HUMANINDO PROSOPON RODRIGUEZ, CREADOR DE SOFISMAS


Humanindo Prósopon Rodríguez. Personaje peculiar. Vividor de grandes épocas, desarrollado a partir del siglo V, pariente de la cultura helénica, filósofo de la naturaleza y del hombre. Transgresor por derecho de Dios y de reyes, de la naturaleza, del genio y de sí mismo. Libertador del espíritu, suscriptor de la teología divina, aunque también de la Ilustración, viajante por los distintos modos de producción y los nódulos filosóficos en cadena. Seguidor de enormes conjeturas, bebé del esclavismo, adolescente del feudalismo, joven tempranero de la Burguesía renaciente y poderoso estadista del XVIII. De complexión delgada, tez clara y cabellos castaños, fue el prototipo fiel del humanista más exhacerbado llegada la cincuentena. De aterciopelada inteligencia y refinado gusto por las falacias existenciales y el paladar sibarita. La esencia, siempre por delante de la existencia, podría ser perfectamente su leitmotiv. Hasta que tomó el poder personificado y desbancó a toda una época oscura y medievalística. Con el Renacimiento su calvario templado en búsqueda permanente quedó relegado a la intransigencia por la obtención de un verdadero y objetivo pensamiento científico. El Materialismo nunca fue su fuerte. El Idealismo sustentó su cruz. He aquí su historia:

Asistimos en vivo y en directo a un sistema general de representación ideológica del mundo, pero también filosófica y científica, bueno, más bien empírica.
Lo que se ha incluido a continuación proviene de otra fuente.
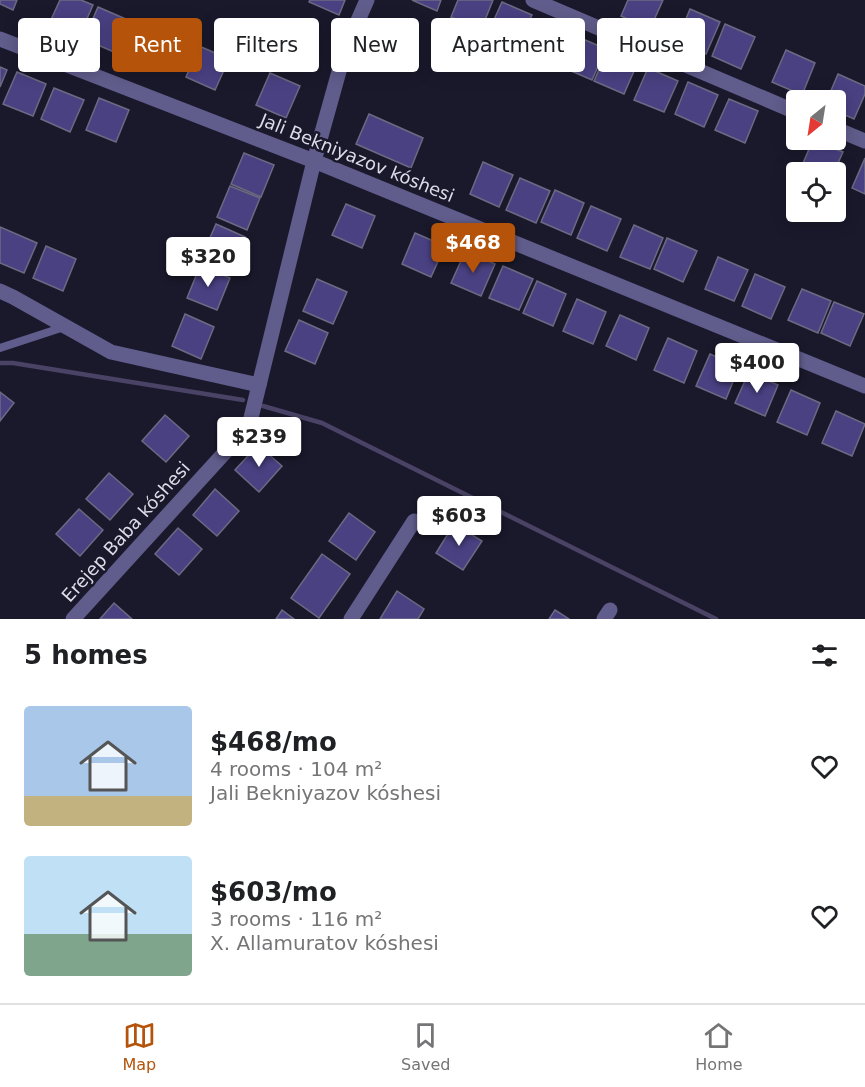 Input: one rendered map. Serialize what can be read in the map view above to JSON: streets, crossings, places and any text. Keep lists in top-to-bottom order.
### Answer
{
  "streets": {
    "street": ["Jali Bekniyazov kóshesi", "Erejep Baba kóshesi"]
  },
  "crossings": [
    ["Jali Bekniyazov kóshesi", "Erejep Baba kóshesi"]
  ],
  "north": "bottom left",
  "page": {
    "chip": [
      "Buy",
      "Rent",
      "Filters",
      "New",
      "Apartment",
      "House"
    ],
    "price": [
      "$468",
      "$320",
      "$400",
      "$239",
      "$603"
    ],
    "heading": "5 homes",
    "list": [
      {
        "name": "$468/mo",
        "note": "4 rooms · 104 m² · Jali Bekniyazov kóshesi"
      },
      {
        "name": "$603/mo",
        "note": "3 rooms · 116 m² · X. Allamuratov kóshesi"
      }
    ],
    "tabs": ["Map", "Saved", "Home"]
  }
} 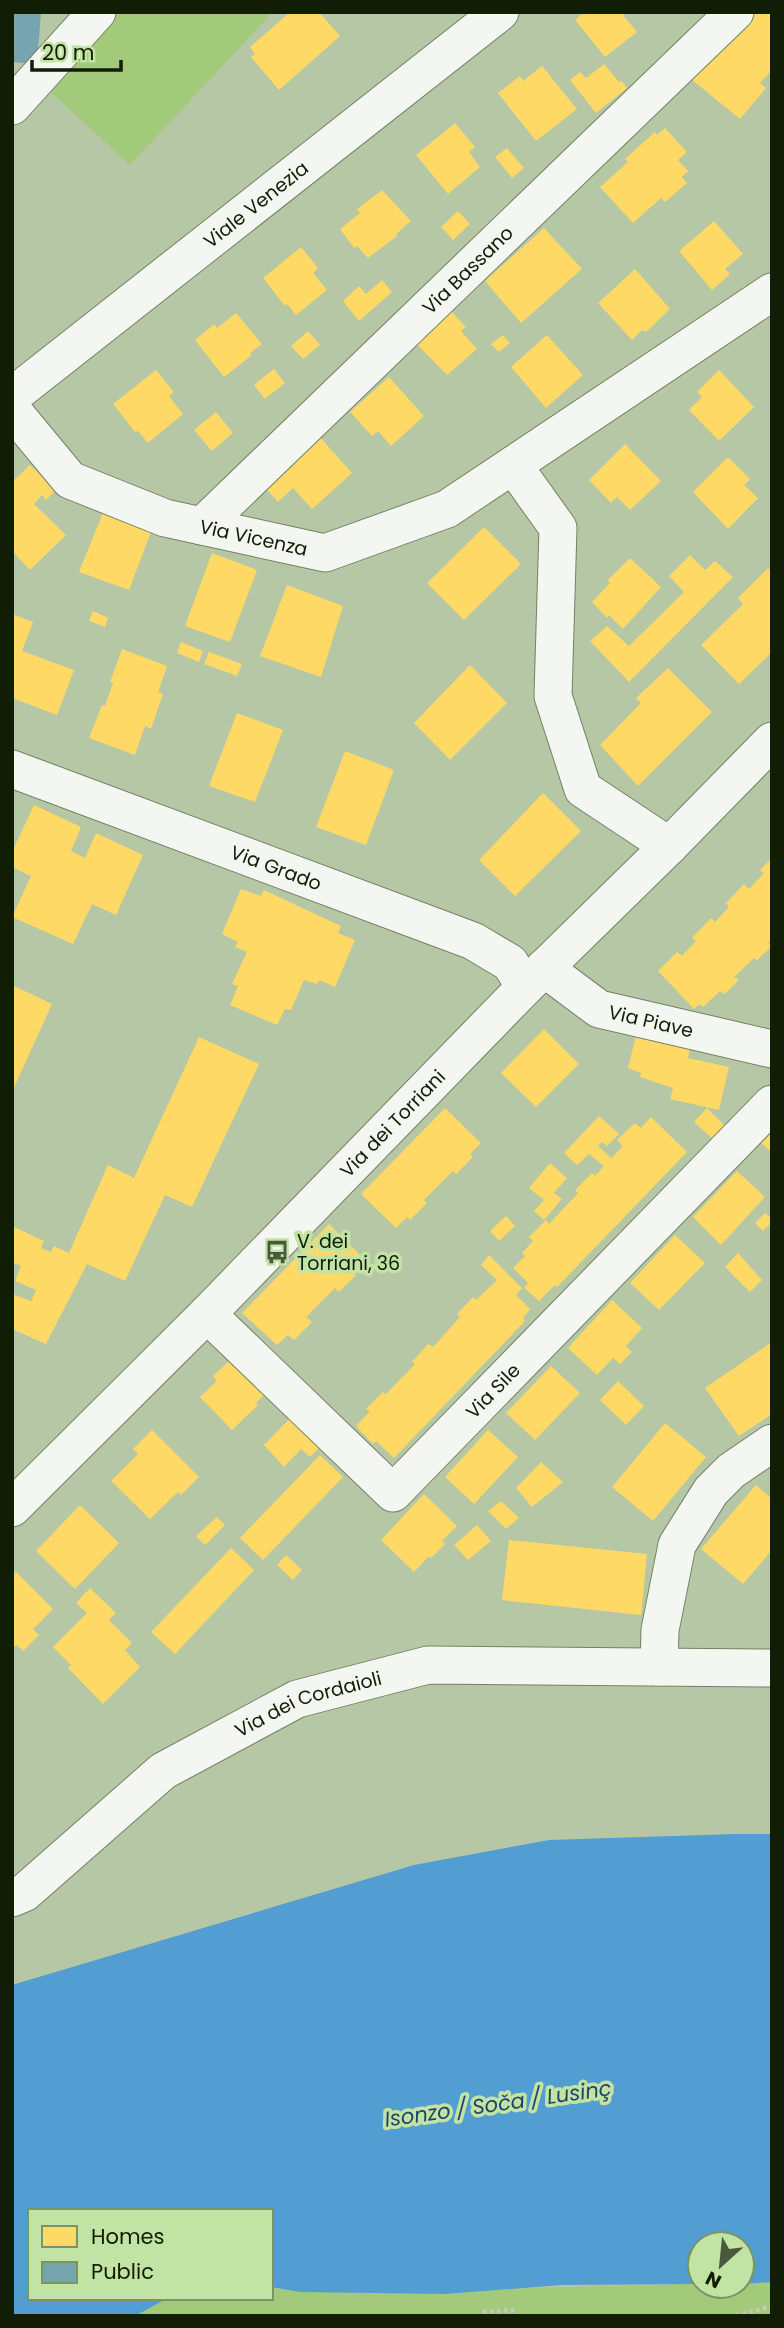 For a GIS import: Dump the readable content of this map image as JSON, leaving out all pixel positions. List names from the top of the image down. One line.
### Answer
{"streets":{"street":["Viale Venezia","Via Bassano","Via Vicenza","Via Grado","Via Piave","Via dei Torriani","Via Sile","Via dei Cordaioli"]},"crossings":[["Via Bassano","Via Vicenza"],["Via Grado","Via Piave"],["Via Grado","Via dei Torriani"],["Via Piave","Via dei Torriani"],["Via dei Torriani","Via Sile"]],"water":["Isonzo / Soča / Lusinç"],"places":{"bus stop":["V. dei Torriani, 36"]},"legend":["Homes","Public"],"scale_bar":"20 m","north":"bottom left"}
Porque ésa ha sido la teoría dominante con sus tesis análogas. Su protagonista, Humanindo Prósopon Rodríguez. Es observable que como ideólogo en diferentes épocas históricas y grupos sociales concretos ha adoptado diferentes concepciones del mundo.

Su nacimiento se gestó en las sociedades de comunismo primitivo, previas a la división de clases. Allí donde los grupos humanos se consideraban parte integrante de la naturaleza. Las relaciones entre los distintos miembros del grupo o corpus social se basaban de manera intrínseca en la colaboración y en la cooperación. No hubo por aquel entonces, por tanto, ningún tipo de competencia más que la propiamente establecida con el entorno y en un contexto colectivo donde la ayuda mútua regía todo tipo de necesidades, aunque estuviesen jerarquizadas.
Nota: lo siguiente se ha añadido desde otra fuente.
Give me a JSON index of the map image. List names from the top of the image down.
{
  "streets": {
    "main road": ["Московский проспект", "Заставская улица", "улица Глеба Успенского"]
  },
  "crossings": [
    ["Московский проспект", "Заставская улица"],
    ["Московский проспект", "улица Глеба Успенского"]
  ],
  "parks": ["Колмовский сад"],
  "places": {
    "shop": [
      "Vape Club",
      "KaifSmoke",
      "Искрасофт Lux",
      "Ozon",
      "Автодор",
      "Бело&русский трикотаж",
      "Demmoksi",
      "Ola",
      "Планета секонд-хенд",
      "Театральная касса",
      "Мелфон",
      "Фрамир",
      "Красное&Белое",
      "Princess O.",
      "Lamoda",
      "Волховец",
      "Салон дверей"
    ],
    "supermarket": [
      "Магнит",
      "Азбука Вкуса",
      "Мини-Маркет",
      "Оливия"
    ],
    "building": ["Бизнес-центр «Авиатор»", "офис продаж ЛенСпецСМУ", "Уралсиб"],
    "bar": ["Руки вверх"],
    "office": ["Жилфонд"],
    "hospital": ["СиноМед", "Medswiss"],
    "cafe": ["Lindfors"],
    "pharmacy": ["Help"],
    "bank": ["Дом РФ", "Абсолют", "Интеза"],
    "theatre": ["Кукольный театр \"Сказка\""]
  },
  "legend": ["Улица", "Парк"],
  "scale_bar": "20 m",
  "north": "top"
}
Más tarde, iniciada ya la etapa de la madurez incipiente, durante la época feudal -y con anterioridad esclavista (si bien tuvo aquí fases de culto religioso animista y politeísta, según experiencias en el antiguo Egipto, Roma o la Grecia Clásica)-, su concepción y mapa del mundo giraba en torno a la idea de Dios. Inmerso en el Feudalismo, consideraba que la humanidad se encuadraba dentro de una representación terrenal enfocada hacia la divinidad, es decir, a imagen y semejanza de Dios. Un temor irresoluble que al mismo tiempo le impelía a sufrir castigos y limitaciones de Estado ligadas al poder de la Iglesia. Los estamentos inamovibles e intransformables le jugarían una mala pasada más de una vez. Incluso estuvo a punto de morir en la hoguera por influencia de Torquemada.

Devino la estructura compleja inbuida en los criterios a seguir por el hombre de las sociedades burguesas. Y es en esta tesitura individualista donde empieza a concebir el mundo desde la propia idea de sí mismo, del hombre, con un desarrollo histórico ligado a la expresión del avance de la Razón y del Humanismo Post-renacentista.
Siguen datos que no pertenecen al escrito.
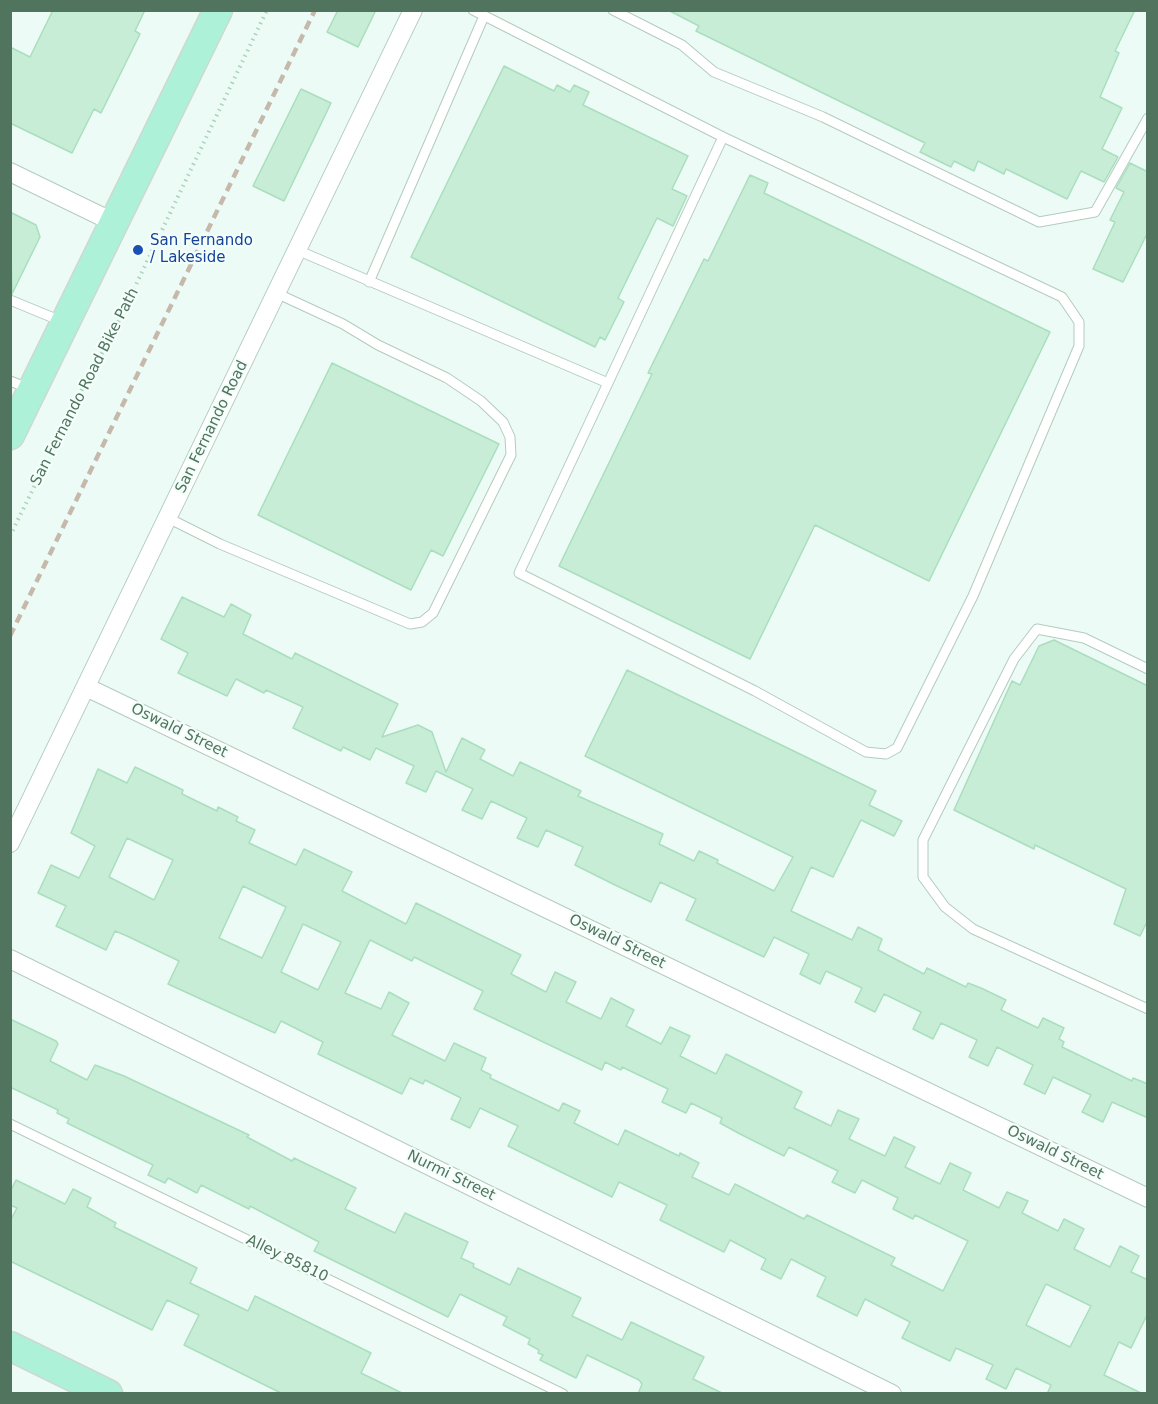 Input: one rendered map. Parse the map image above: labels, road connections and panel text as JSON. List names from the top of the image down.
{
  "streets": {
    "street": ["San Fernando Road", "Oswald Street", "Nurmi Street"],
    "lane": ["Alley 85810"],
    "path": ["San Fernando Road Bike Path"]
  },
  "crossings": [
    ["San Fernando Road", "Oswald Street"]
  ],
  "places": ["San Fernando / Lakeside"]
} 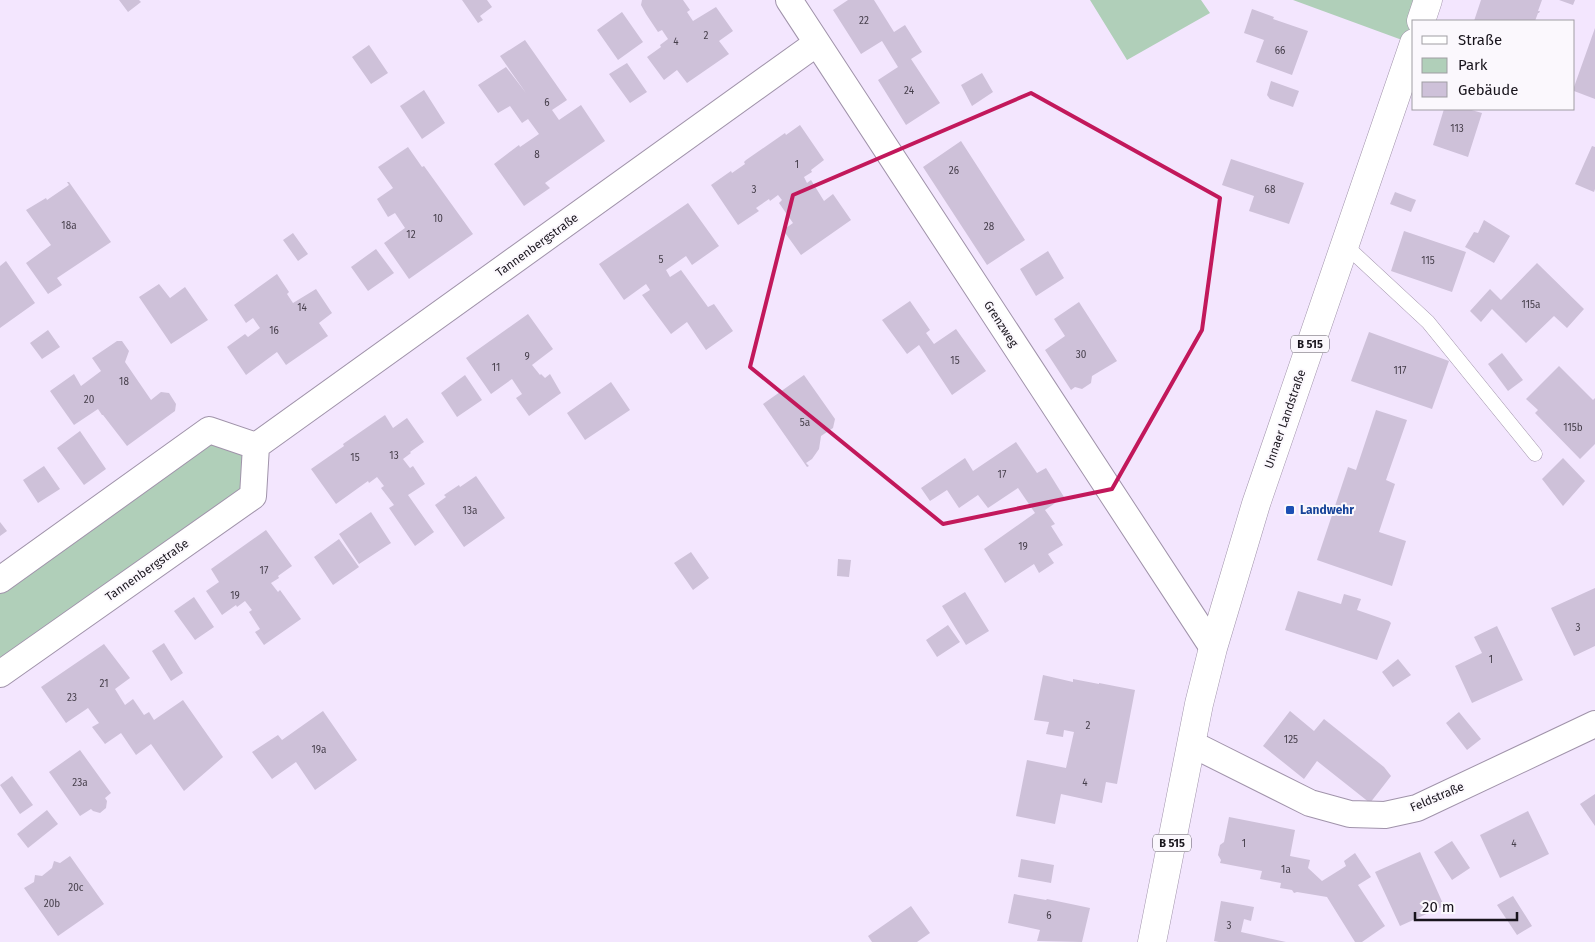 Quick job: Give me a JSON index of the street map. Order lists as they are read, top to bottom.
{
  "streets": {
    "main road": ["B 515", "Unnaer Landstraße"],
    "street": ["Tannenbergstraße", "Grenzweg", "Feldstraße"]
  },
  "crossings": [
    ["Tannenbergstraße", "Grenzweg"],
    ["Grenzweg", "Unnaer Landstraße"],
    ["B 515", "Unnaer Landstraße"],
    ["B 515", "Feldstraße"],
    ["Unnaer Landstraße", "Feldstraße"]
  ],
  "places": {
    "transit": ["Landwehr"]
  },
  "house_numbers": [
    "22",
    "2",
    "4",
    "66",
    "24",
    "6",
    "113",
    "8",
    "1",
    "26",
    "3",
    "68",
    "10",
    "18a",
    "28",
    "12",
    "5",
    "115",
    "115a",
    "14",
    "16",
    "30",
    "9",
    "15",
    "11",
    "117",
    "18",
    "20",
    "5a",
    "115b",
    "13",
    "15",
    "17",
    "13a",
    "19",
    "17",
    "19",
    "3",
    "1",
    "21",
    "23",
    "2",
    "125",
    "19a",
    "23a",
    "4",
    "1",
    "4",
    "1a",
    "20c",
    "20b",
    "6",
    "3"
  ],
  "legend": ["Straße", "Park", "Gebäude"],
  "scale_bar": "20 m"
}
Ahora bien, él nunca supo precisar que estas concepciones del mundo no son diferentes por las ideas que contienen. No podía cambiar la Ideología eliminando tan solo algunas ideas y ya está. O añadiendo otras. Era necesario establecer una ruptura con todo un sistema general de representación del mundo atendiendo a los diferentes modos de producción y en consonancia con un desarrollo fluyente y por etapas de las fuerzas productivas nacientes. Desde ese sistema general de representación del mundo se concebía cada fenómeno como particular. Por ejemplo, durante su infantilidad feudalizada estuvo sujeto al pago de diezmos por trabajar las tierras acotadas en manos del dueño y propietario, un señor feudal cualquiera de un feudo o latifundio, mientras él se prestaba a trabajar y reproducirse como siervo de la gleba mientras las epidemias se extendían por los diferentes reinos y hacían mella entre la población de afectados. No podía desprenderse de un sofisma recurrente del que estaba erróneamente convencido: los castigos divinos. Es por ello que en numerosas ocasiones contribuyó a que se organizaran rogativas o ceremonias de arrepentimiento, una ritualística costumbrista que le predeterminaba. Porque correspondía a su concepción ideológica del mundo a la que estaba sujeto y que al mismo tiempo era retroalimentada por su práctica social concreta, que a su vez, estaba históricamente determinada y acumulada en un tiempo y en un lugar. 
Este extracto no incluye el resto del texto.